カクレンボ
髪を乾かしてくしで髪をある程度解いてからリビングに行った。
「華来て、雪降ってる」
桜が手招きしてわたしを呼んでいる。
「まだ降ってたの?」
「さっきから降ってた?」
「私たちが帰る前にはもう降ってたよ」
リビングでは、窓越しに外で降る雪を見ている空と桜ががいた。雪はキッチンで黙々と作業をしている。
わたしたちがそとにいるときから降っているし、あのときでさえ少し積もっていたから、今は雪遊びができるくらいまでは積もっていてほしい。

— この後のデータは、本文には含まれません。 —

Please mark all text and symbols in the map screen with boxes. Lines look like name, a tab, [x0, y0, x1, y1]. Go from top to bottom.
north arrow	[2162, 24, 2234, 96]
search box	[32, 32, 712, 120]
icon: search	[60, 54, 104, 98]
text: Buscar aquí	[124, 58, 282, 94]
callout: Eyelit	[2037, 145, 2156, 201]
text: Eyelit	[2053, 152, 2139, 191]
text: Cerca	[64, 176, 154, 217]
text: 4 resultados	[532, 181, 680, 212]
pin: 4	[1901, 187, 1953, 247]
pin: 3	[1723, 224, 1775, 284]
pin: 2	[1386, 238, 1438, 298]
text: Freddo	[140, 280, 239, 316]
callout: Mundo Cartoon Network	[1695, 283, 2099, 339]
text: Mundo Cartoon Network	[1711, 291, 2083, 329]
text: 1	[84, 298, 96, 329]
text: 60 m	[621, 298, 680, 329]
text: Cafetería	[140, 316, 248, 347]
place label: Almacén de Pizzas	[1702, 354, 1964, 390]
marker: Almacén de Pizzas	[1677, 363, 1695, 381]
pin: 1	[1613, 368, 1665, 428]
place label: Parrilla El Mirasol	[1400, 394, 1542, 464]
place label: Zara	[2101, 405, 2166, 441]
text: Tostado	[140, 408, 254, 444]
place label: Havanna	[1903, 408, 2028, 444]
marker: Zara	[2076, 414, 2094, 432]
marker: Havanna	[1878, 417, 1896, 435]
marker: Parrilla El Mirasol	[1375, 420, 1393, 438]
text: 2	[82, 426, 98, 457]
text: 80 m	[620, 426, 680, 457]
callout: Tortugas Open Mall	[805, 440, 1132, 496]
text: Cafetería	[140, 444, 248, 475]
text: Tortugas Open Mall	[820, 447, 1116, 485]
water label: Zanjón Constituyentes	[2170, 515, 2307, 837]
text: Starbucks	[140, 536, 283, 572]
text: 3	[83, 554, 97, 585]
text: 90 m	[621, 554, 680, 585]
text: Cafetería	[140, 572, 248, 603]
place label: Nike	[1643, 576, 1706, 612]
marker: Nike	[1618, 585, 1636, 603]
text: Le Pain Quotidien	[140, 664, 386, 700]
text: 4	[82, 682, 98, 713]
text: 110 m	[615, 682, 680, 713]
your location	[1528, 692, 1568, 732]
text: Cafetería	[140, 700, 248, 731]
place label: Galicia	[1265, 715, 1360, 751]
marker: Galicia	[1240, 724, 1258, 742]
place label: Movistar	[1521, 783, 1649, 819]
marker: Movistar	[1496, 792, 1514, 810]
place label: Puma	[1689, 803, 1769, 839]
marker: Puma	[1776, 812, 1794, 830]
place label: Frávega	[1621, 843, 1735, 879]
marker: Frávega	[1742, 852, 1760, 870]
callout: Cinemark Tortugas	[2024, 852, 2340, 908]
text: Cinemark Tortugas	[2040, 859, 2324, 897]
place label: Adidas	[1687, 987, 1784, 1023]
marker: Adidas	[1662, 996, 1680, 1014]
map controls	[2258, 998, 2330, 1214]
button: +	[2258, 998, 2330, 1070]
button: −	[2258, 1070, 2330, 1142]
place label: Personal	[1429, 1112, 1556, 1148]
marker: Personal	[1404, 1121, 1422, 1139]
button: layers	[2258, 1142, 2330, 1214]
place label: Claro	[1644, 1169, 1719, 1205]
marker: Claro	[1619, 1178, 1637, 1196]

「ちょっと積もってる。明日はホワイトクリスマスになるかもね」
窓の外が気になったのか、雪も輪に入ってきた。窓越しに見ても地面が白く覆われているのがわかる。雪のロマンチックな想像が、雪への期待をぐっと高める。
「風邪はやく治さねえとな!」
空が屈伸をしたり肩を伸ばしたりしながら言うのを、桜が外気温くらい冷めた目で見ている。
「治らなくても行けばいいじゃない」
何かを思いついたような目をして桜が言う。なにか悪巧みをしてそうだ。
「いや、ひどくなるだろ」
「いいことじゃない」
「良くないだろ!」
桜はホントに空をいじるのが好きみたいだ。こんなひどいことを言っている最中だからかとても楽しそうな笑みを浮かべている。空もそうだ。
わたしは、これを見ているだけで充分。
これ以上何も望まないって誓おう。